## Required action
The answer must be a bare number: the count of lines below that contain "arrow".

## Records for processing
--------

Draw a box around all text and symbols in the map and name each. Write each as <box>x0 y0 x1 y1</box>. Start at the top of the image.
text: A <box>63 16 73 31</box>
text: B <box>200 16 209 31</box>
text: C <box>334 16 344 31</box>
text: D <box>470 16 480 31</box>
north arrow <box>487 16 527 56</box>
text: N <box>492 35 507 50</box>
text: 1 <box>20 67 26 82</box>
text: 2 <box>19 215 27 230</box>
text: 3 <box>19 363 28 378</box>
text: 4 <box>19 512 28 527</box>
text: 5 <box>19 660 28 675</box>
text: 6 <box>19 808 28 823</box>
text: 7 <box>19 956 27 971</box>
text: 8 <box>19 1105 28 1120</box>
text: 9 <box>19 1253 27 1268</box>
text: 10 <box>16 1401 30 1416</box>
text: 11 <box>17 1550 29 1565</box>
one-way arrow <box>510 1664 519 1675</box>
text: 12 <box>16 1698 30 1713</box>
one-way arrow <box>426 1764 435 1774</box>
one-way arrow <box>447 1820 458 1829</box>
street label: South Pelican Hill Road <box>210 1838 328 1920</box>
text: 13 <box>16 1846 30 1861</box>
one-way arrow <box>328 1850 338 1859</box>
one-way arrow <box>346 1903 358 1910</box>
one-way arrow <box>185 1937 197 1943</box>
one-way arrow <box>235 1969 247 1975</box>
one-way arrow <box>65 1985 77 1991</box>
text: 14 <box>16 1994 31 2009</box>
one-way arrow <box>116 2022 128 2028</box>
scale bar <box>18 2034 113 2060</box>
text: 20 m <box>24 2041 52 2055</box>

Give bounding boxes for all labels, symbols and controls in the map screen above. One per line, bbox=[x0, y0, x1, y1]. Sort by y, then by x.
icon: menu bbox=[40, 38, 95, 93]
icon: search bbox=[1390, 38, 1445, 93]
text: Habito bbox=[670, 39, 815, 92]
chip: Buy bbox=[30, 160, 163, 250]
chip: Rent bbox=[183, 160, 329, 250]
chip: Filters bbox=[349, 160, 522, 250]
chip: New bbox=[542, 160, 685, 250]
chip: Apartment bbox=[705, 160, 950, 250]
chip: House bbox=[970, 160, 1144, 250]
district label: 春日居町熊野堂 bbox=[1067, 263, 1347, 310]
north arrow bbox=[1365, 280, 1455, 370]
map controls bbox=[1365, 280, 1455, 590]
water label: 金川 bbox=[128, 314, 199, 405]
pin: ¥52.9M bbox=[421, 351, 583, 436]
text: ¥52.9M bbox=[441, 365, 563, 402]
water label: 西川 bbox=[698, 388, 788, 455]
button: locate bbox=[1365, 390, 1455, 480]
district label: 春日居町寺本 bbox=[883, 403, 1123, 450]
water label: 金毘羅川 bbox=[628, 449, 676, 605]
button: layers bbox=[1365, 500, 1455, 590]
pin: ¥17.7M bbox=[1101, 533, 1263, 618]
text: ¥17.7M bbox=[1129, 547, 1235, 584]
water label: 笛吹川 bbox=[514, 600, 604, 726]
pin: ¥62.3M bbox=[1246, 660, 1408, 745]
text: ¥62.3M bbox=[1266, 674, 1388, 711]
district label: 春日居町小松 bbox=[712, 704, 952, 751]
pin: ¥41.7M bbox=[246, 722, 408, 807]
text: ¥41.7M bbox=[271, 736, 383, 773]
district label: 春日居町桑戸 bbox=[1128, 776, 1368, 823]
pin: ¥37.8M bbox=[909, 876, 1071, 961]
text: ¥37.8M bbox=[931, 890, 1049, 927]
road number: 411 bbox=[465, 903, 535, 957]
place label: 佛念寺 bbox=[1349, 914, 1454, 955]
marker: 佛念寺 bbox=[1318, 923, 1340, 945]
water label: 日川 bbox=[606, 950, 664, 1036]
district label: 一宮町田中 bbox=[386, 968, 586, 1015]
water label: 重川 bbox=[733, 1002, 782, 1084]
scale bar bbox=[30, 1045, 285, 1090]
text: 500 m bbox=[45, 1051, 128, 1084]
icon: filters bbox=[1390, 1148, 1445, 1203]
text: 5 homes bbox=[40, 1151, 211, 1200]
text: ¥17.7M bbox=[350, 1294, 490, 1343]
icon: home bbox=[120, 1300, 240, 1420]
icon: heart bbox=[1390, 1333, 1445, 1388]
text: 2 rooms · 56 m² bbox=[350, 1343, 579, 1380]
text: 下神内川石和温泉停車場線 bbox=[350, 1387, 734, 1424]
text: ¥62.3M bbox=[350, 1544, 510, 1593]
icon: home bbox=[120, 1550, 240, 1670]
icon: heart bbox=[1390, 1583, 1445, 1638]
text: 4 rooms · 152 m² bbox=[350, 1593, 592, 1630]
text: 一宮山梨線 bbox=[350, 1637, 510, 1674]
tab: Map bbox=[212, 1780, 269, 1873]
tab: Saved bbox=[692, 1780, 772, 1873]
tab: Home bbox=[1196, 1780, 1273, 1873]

--------

## Answer space
11